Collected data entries
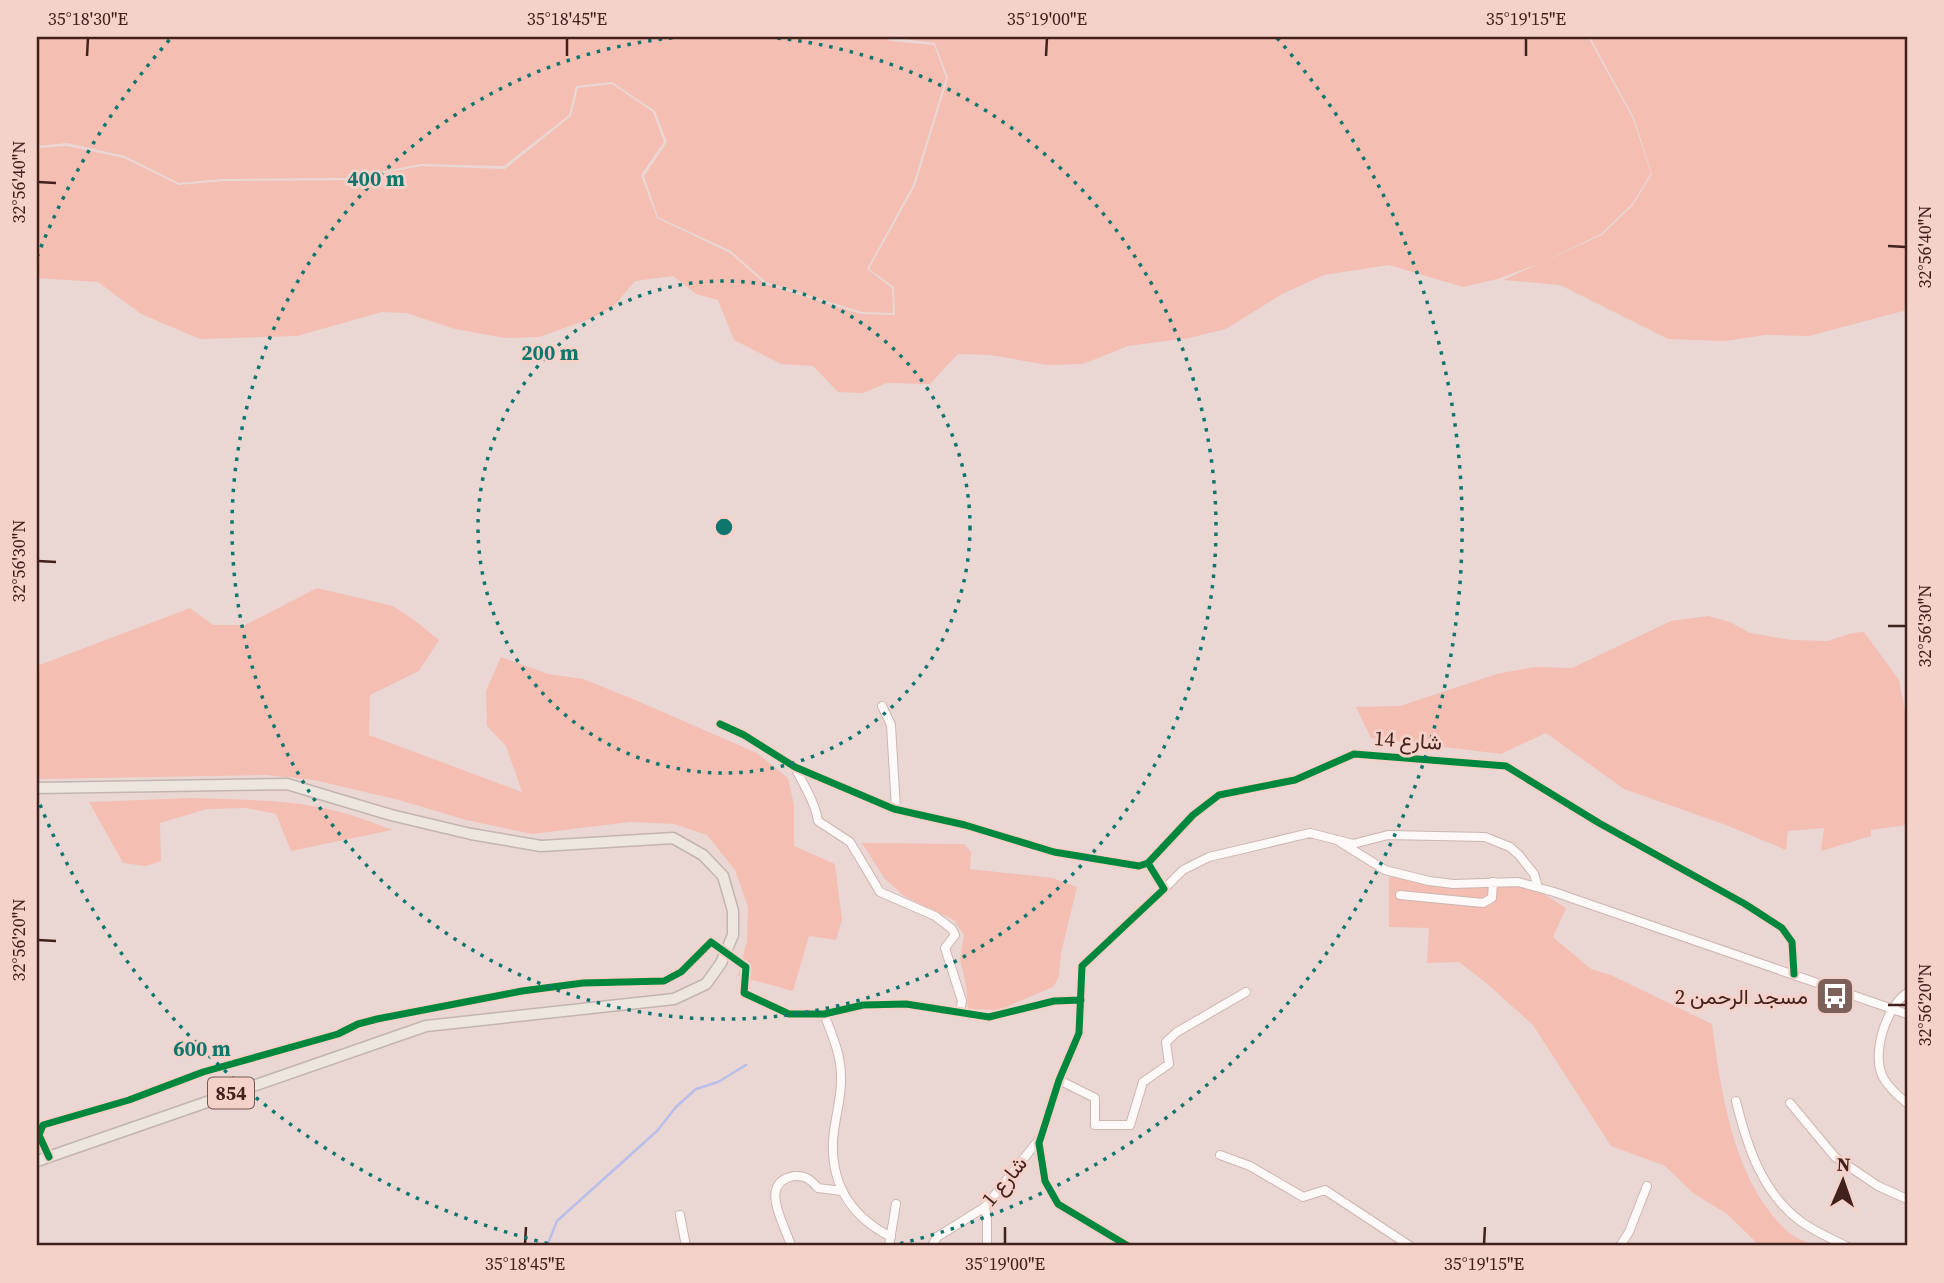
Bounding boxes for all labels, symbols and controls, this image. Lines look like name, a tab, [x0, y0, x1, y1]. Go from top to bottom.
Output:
text: 35°18'30"E	[48, 6, 128, 31]
text: 35°18'45"E	[527, 6, 607, 31]
text: 35°19'00"E	[1007, 6, 1087, 31]
text: 35°19'15"E	[1486, 6, 1566, 31]
text: 32°56'40"N	[6, 141, 31, 223]
text: 400 m	[347, 164, 405, 193]
text: 32°56'40"N	[1912, 206, 1937, 288]
text: 200 m	[521, 338, 579, 367]
centre of rings	[712, 515, 736, 539]
text: 32°56'30"N	[6, 520, 31, 602]
text: 32°56'30"N	[1912, 585, 1937, 667]
street label: شارع 14	[1373, 723, 1443, 757]
text: 32°56'20"N	[6, 899, 31, 981]
text: 32°56'20"N	[1912, 964, 1937, 1046]
bus stop icon: مسجد الرحمن 2	[1814, 975, 1856, 1017]
place label: مسجد الرحمن 2	[1675, 982, 1808, 1011]
text: 600 m	[173, 1034, 231, 1063]
road number: 854	[208, 1078, 254, 1108]
north arrow	[1808, 1146, 1878, 1216]
street label: شارع 1	[974, 1150, 1034, 1212]
text: N	[1836, 1151, 1851, 1177]
text: 35°18'45"E	[485, 1251, 565, 1276]
text: 35°19'00"E	[965, 1251, 1045, 1276]
text: 35°19'15"E	[1444, 1251, 1524, 1276]

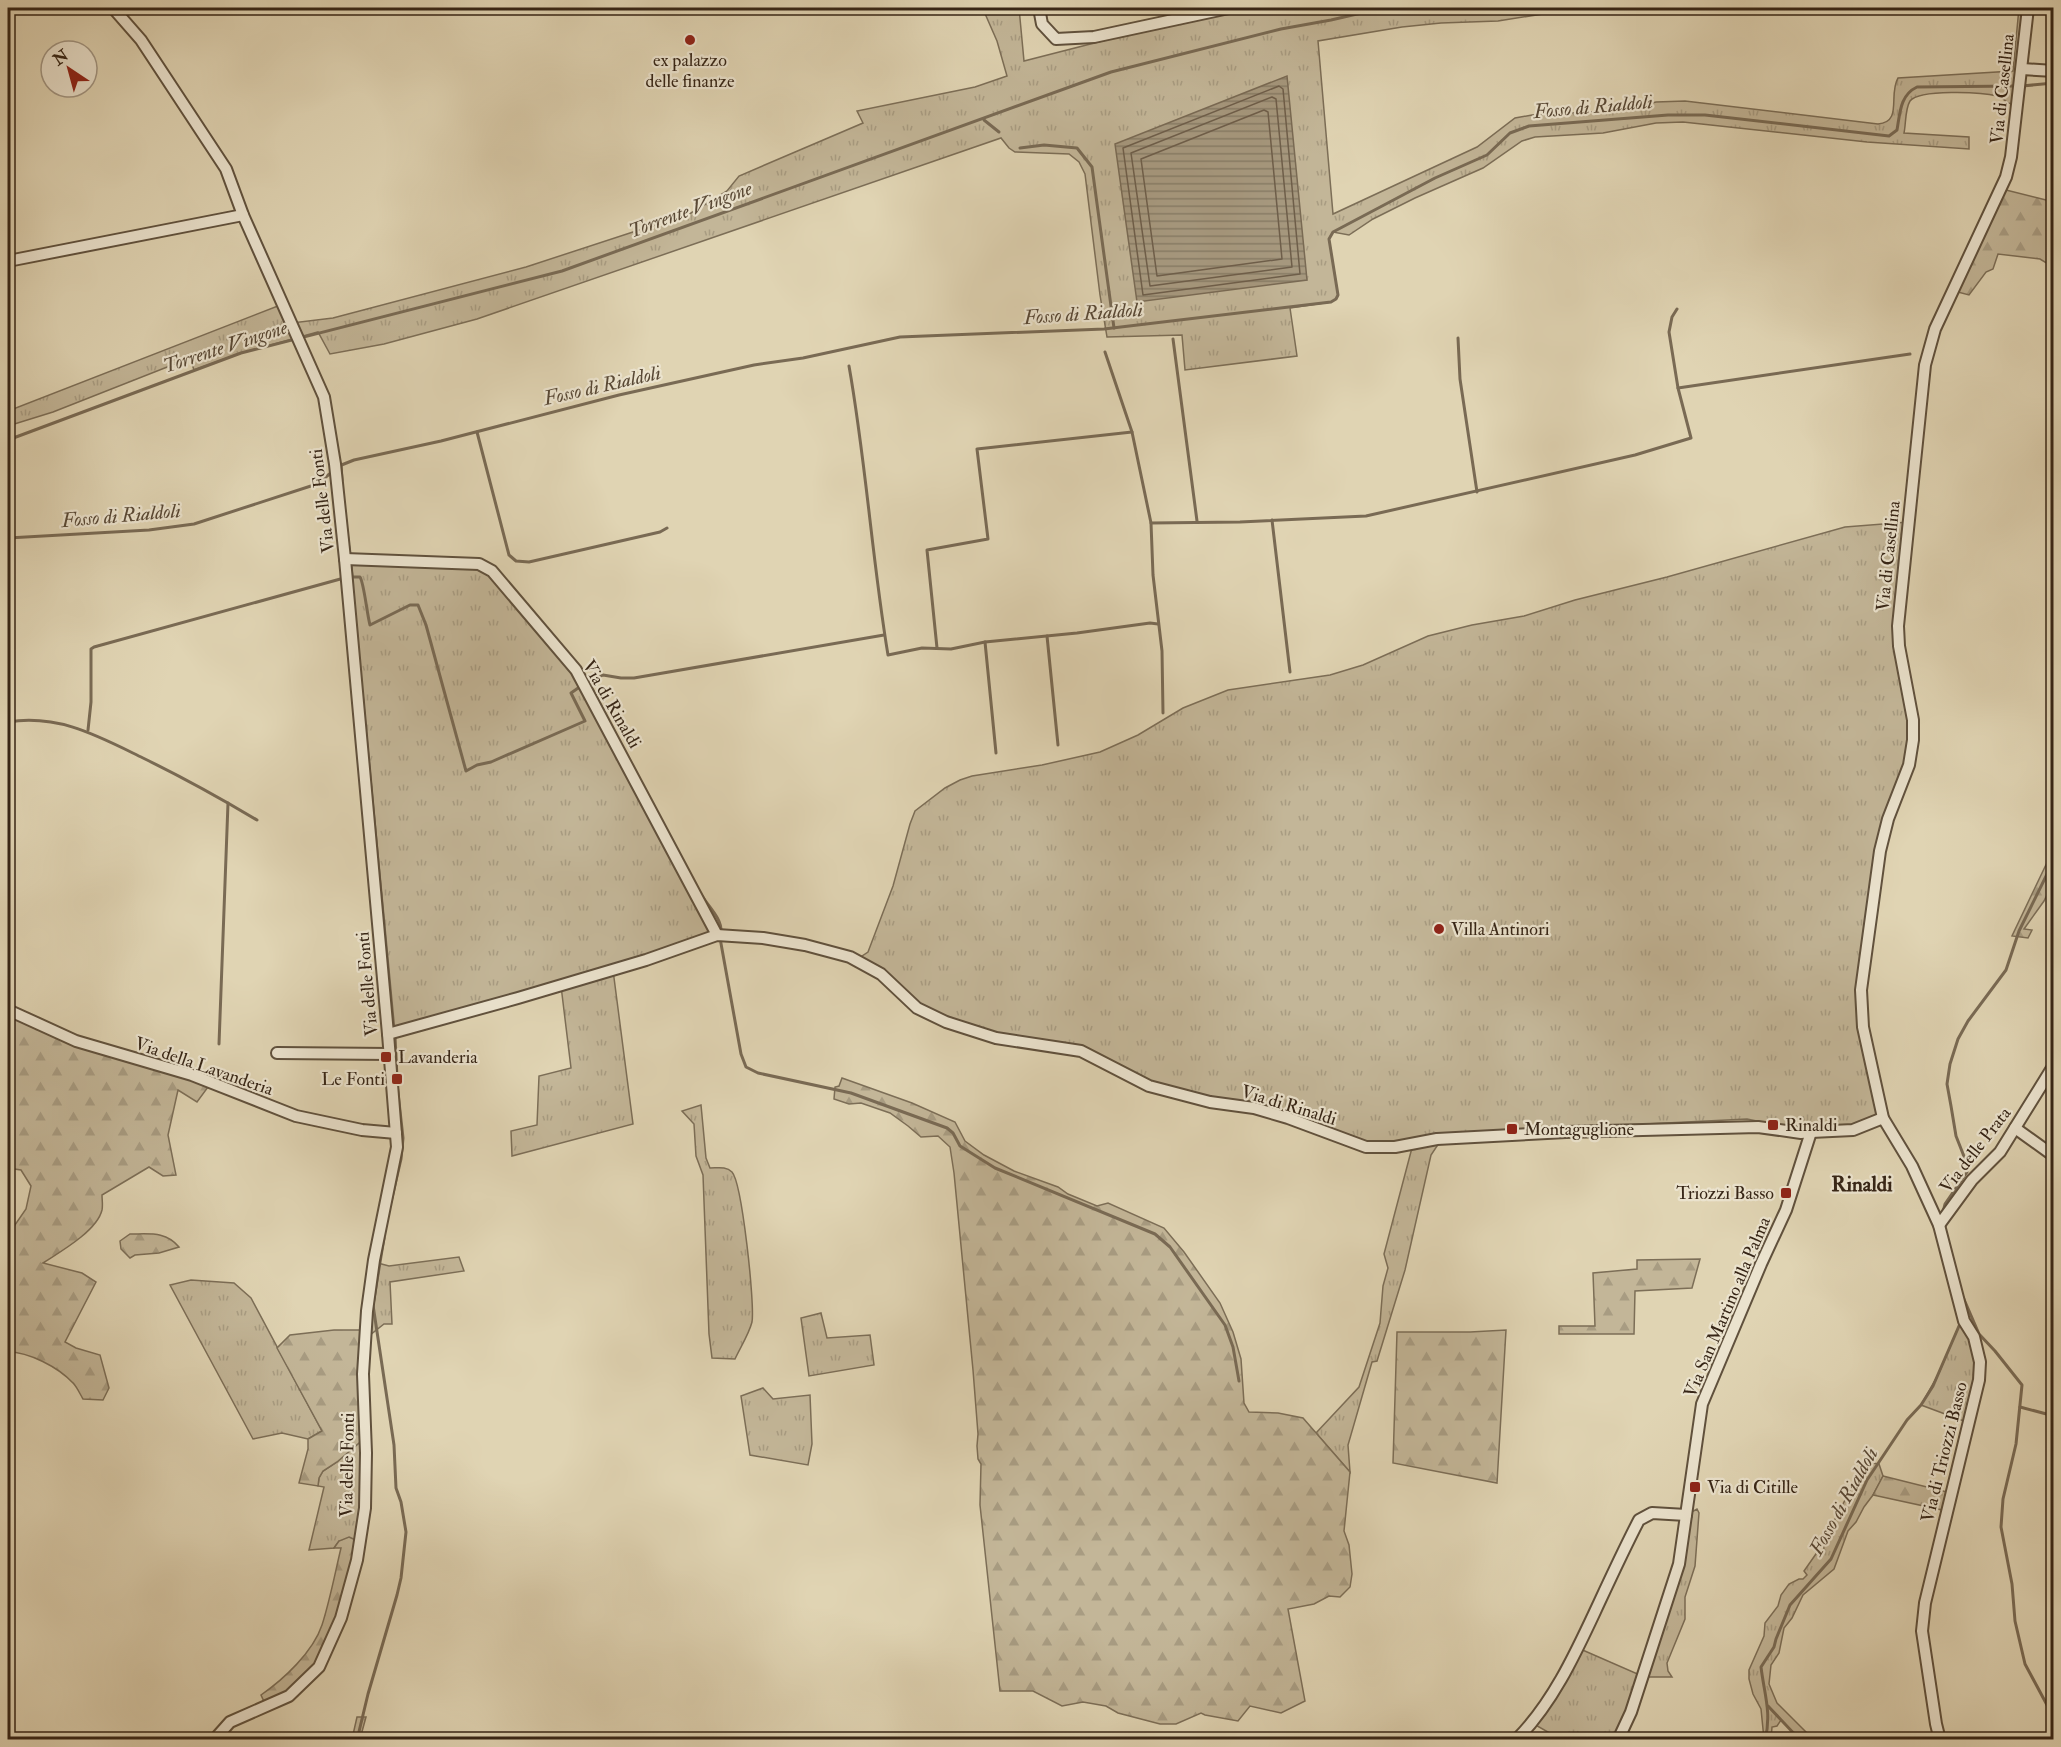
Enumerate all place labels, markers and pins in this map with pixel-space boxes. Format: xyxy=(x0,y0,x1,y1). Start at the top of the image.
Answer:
marker: ex palazzo delle finanze xyxy=(683,33,697,47)
place label: ex palazzo delle finanze xyxy=(646,49,735,93)
place label: Villa Antinori xyxy=(1451,918,1550,941)
marker: Villa Antinori xyxy=(1432,922,1446,936)
place label: Lavanderia xyxy=(398,1046,478,1069)
marker: Lavanderia xyxy=(379,1050,393,1064)
place label: Le Fonti xyxy=(321,1068,385,1091)
marker: Le Fonti xyxy=(390,1072,404,1086)
place label: Rinaldi xyxy=(1785,1114,1838,1137)
place label: Montaguglione xyxy=(1524,1118,1635,1141)
marker: Rinaldi xyxy=(1766,1118,1780,1132)
marker: Montaguglione xyxy=(1505,1122,1519,1136)
place label: Triozzi Basso xyxy=(1676,1182,1774,1205)
marker: Triozzi Basso xyxy=(1779,1186,1793,1200)
place label: Via di Citille xyxy=(1707,1476,1799,1499)
marker: Via di Citille xyxy=(1688,1480,1702,1494)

→ What you have to do
Nothing but a number should be given: the count of lines in the records that contain the word "this".

→ Written response
2